=== Section Start ===

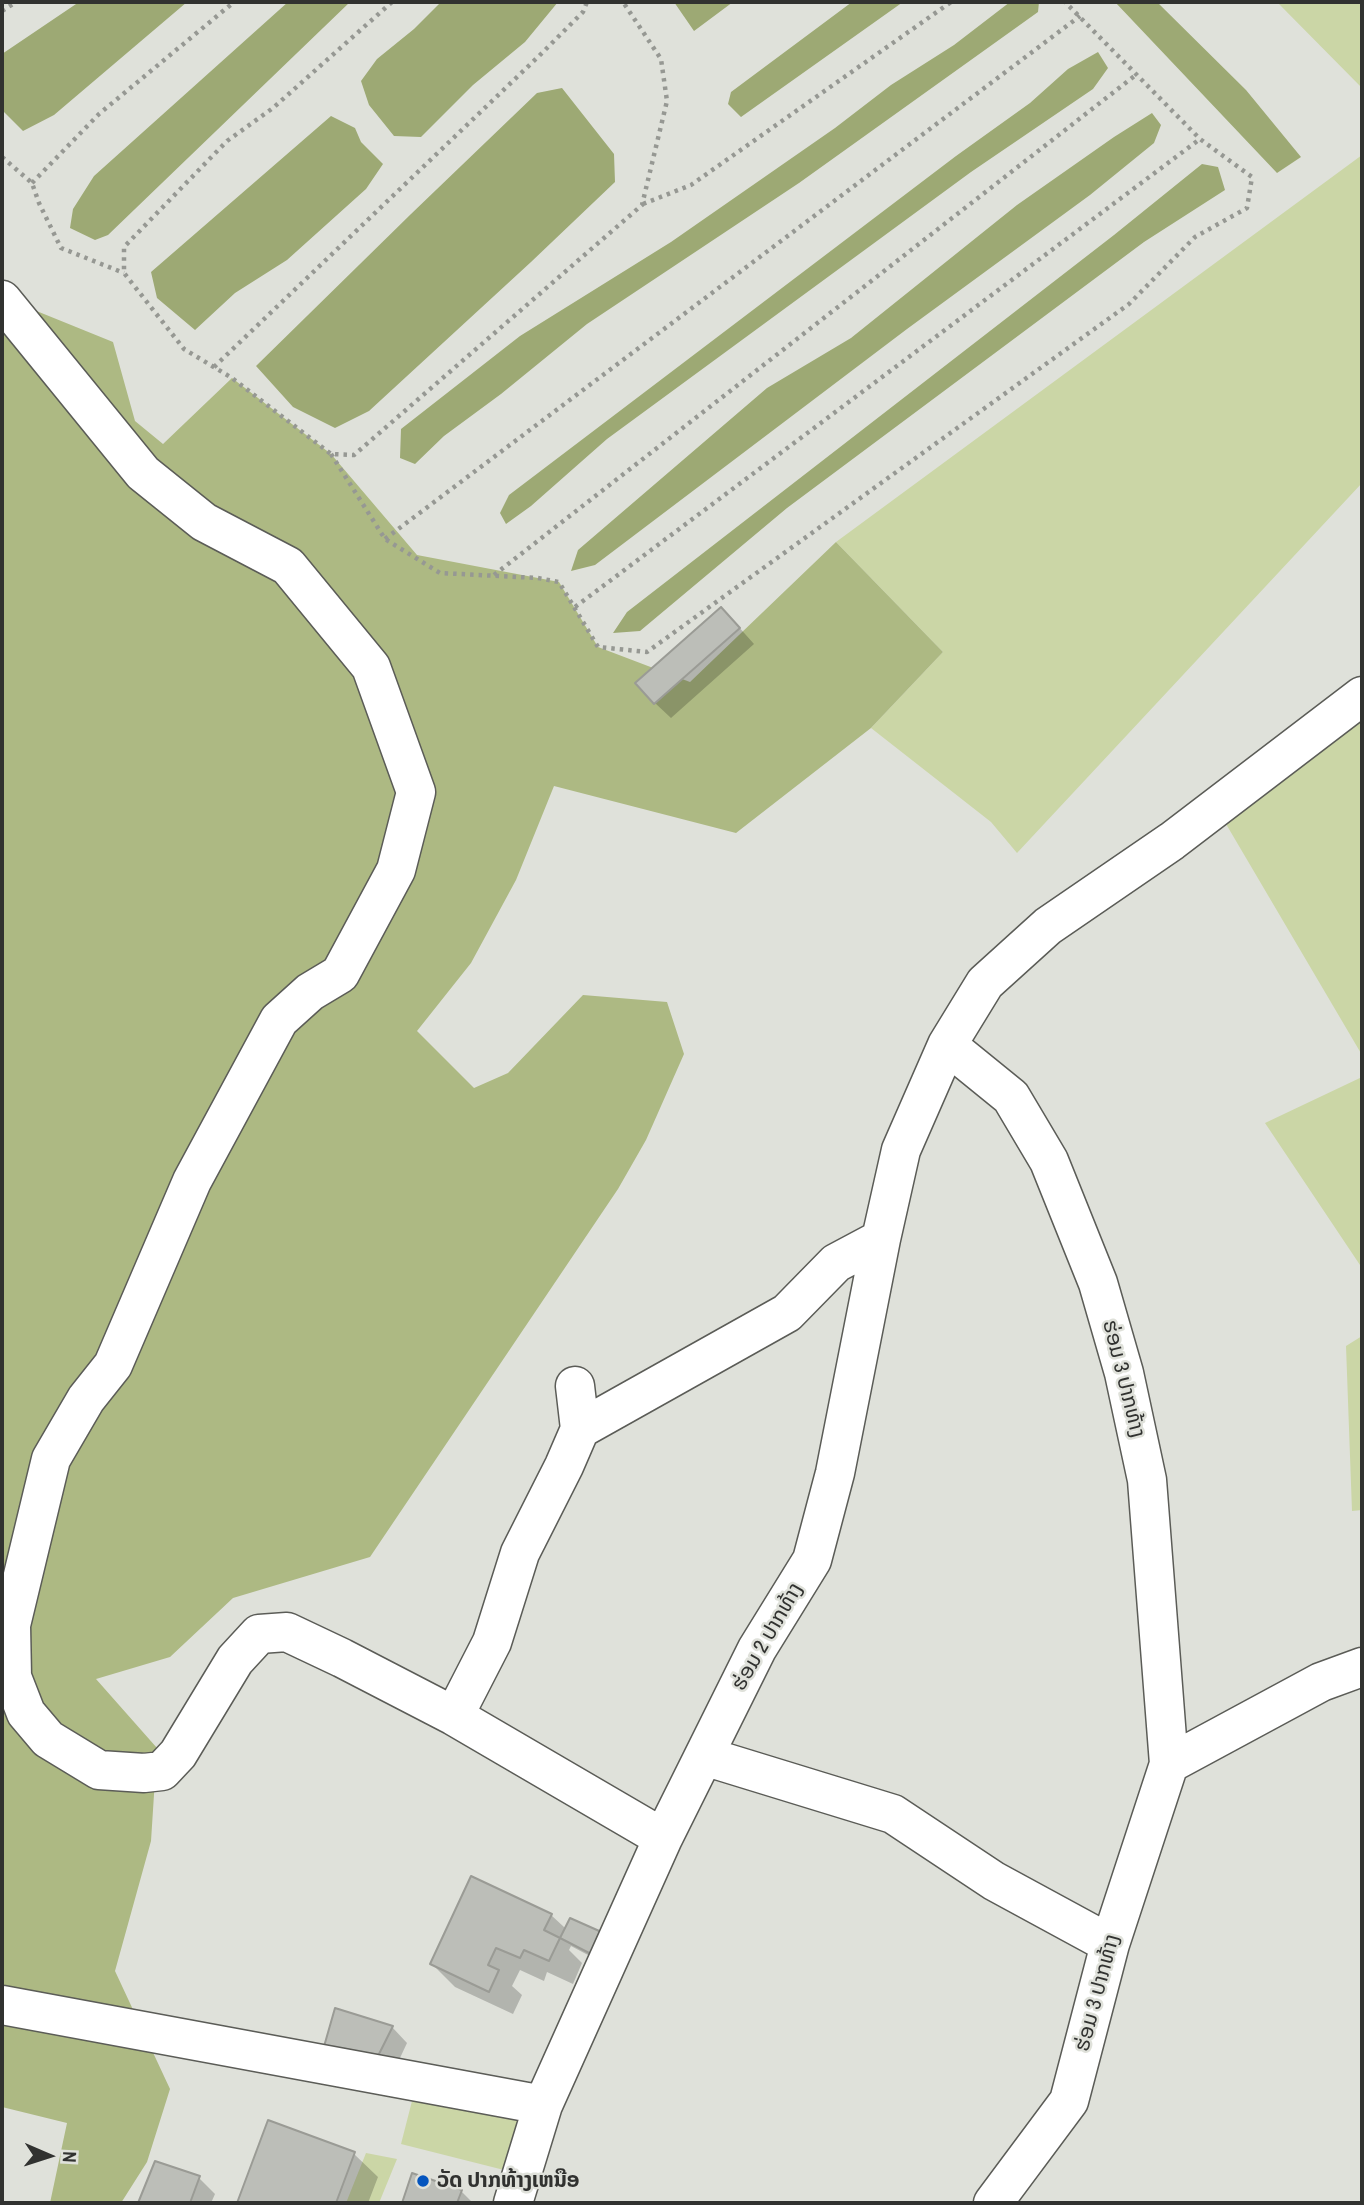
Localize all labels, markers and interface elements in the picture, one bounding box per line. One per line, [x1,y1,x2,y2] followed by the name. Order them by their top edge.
[1096,1318,1150,1440] street label: ຮ່ອມ 3 ປາກທ້າງ
[727,1579,809,1695] street label: ຮ່ອມ 2 ປາກທ້າງ
[1070,1932,1126,2054] street label: ຮ່ອມ 3 ປາກທ້າງ
[14,2121,84,2191] north arrow
[57,2151,83,2163] text: N
[437,2168,580,2194] place label: ວັດ ປາກທ້າງເຫນືອ
[415,2173,431,2189] marker: ວັດ ປາກທ້າງເຫນືອ

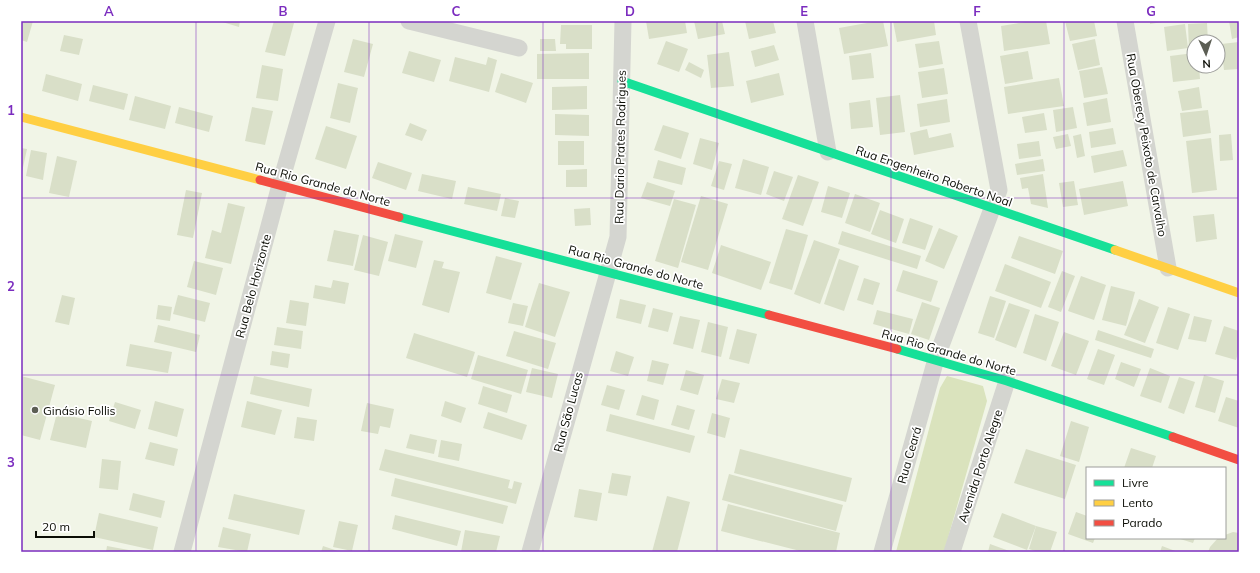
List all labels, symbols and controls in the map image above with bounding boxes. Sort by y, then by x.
text: A [104,3,114,19]
text: B [279,3,288,19]
text: C [452,3,461,19]
text: D [625,3,635,19]
text: E [800,3,808,19]
text: F [973,3,981,19]
text: G [1146,3,1156,19]
north arrow [1186,34,1226,74]
street label: Rua Oberecy Peixoto de Carvalho [1123,52,1171,238]
text: N [1202,57,1211,71]
street label: Rua Dario Prates Rodrigues [611,70,629,224]
text: 1 [7,102,15,118]
street label: Rua Engenheiro Roberto Noal [854,142,1014,210]
street label: Rua Rio Grande do Norte [254,159,392,209]
street label: Rua Belo Horizonte [232,232,274,340]
street label: Rua Rio Grande do Norte [567,242,705,292]
text: 2 [7,278,15,294]
street label: Rua Rio Grande do Norte [880,326,1018,378]
street label: Rua São Lucas [550,370,586,454]
place label: Ginásio Follis [43,403,116,418]
marker: Ginásio Follis [30,405,40,415]
street label: Avenida Porto Alegre [955,407,1005,525]
street label: Rua Ceará [894,425,924,485]
text: 3 [7,454,15,470]
legend [1086,467,1226,539]
text: Livre [1122,475,1149,490]
text: Lento [1122,495,1153,510]
scale bar [36,513,94,539]
text: Parado [1122,515,1162,530]
text: 20 m [42,519,70,534]

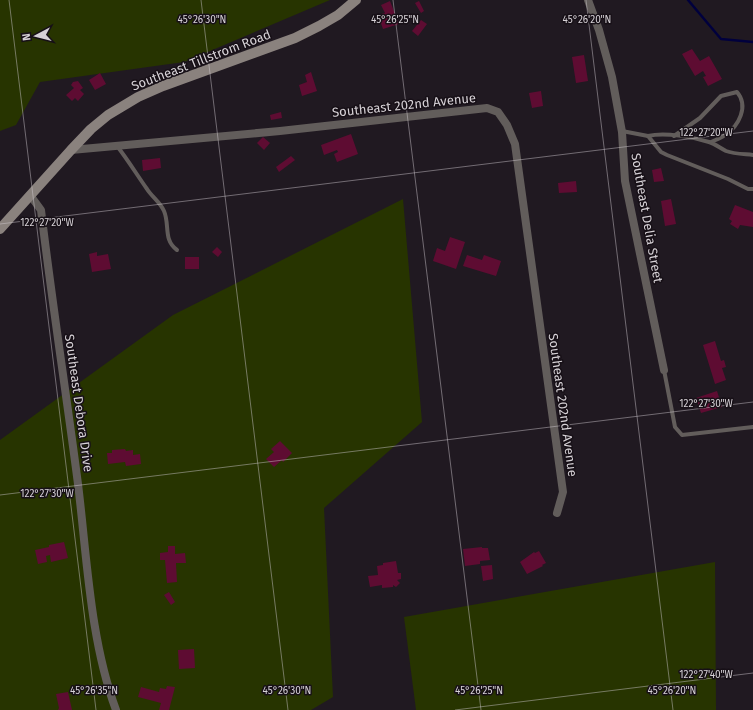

=== Section End ===

### Work item:
Be exact. Write out all the entries and omit the pictures.

### Reply to the exercise:
Localize all labels, markers and interface elements in the picture, one bounding box per line. One per line, [x1,y1,x2,y2] followed by the name. Order them by their top edge.
[1096,1318,1150,1440] street label: ຮ່ອມ 3 ປາກທ້າງ
[727,1579,809,1695] street label: ຮ່ອມ 2 ປາກທ້າງ
[1070,1932,1126,2054] street label: ຮ່ອມ 3 ປາກທ້າງ
[14,2121,84,2191] north arrow
[57,2151,83,2163] text: N
[437,2168,580,2194] place label: ວັດ ປາກທ້າງເຫນືອ
[415,2173,431,2189] marker: ວັດ ປາກທ້າງເຫນືອ

List all labels, symbols and controls in the map image above with bounding boxes. Sort by y, then by x.
text: A [104,3,114,19]
text: B [279,3,288,19]
text: C [452,3,461,19]
text: D [625,3,635,19]
text: E [800,3,808,19]
text: F [973,3,981,19]
text: G [1146,3,1156,19]
north arrow [1186,34,1226,74]
street label: Rua Oberecy Peixoto de Carvalho [1123,52,1171,238]
text: N [1202,57,1211,71]
street label: Rua Dario Prates Rodrigues [611,70,629,224]
text: 1 [7,102,15,118]
street label: Rua Engenheiro Roberto Noal [854,142,1014,210]
street label: Rua Rio Grande do Norte [254,159,392,209]
street label: Rua Belo Horizonte [232,232,274,340]
street label: Rua Rio Grande do Norte [567,242,705,292]
text: 2 [7,278,15,294]
street label: Rua Rio Grande do Norte [880,326,1018,378]
street label: Rua São Lucas [550,370,586,454]
place label: Ginásio Follis [43,403,116,418]
marker: Ginásio Follis [30,405,40,415]
street label: Avenida Porto Alegre [955,407,1005,525]
street label: Rua Ceará [894,425,924,485]
text: 3 [7,454,15,470]
legend [1086,467,1226,539]
text: Livre [1122,475,1149,490]
text: Lento [1122,495,1153,510]
scale bar [36,513,94,539]
text: Parado [1122,515,1162,530]
text: 20 m [42,519,70,534]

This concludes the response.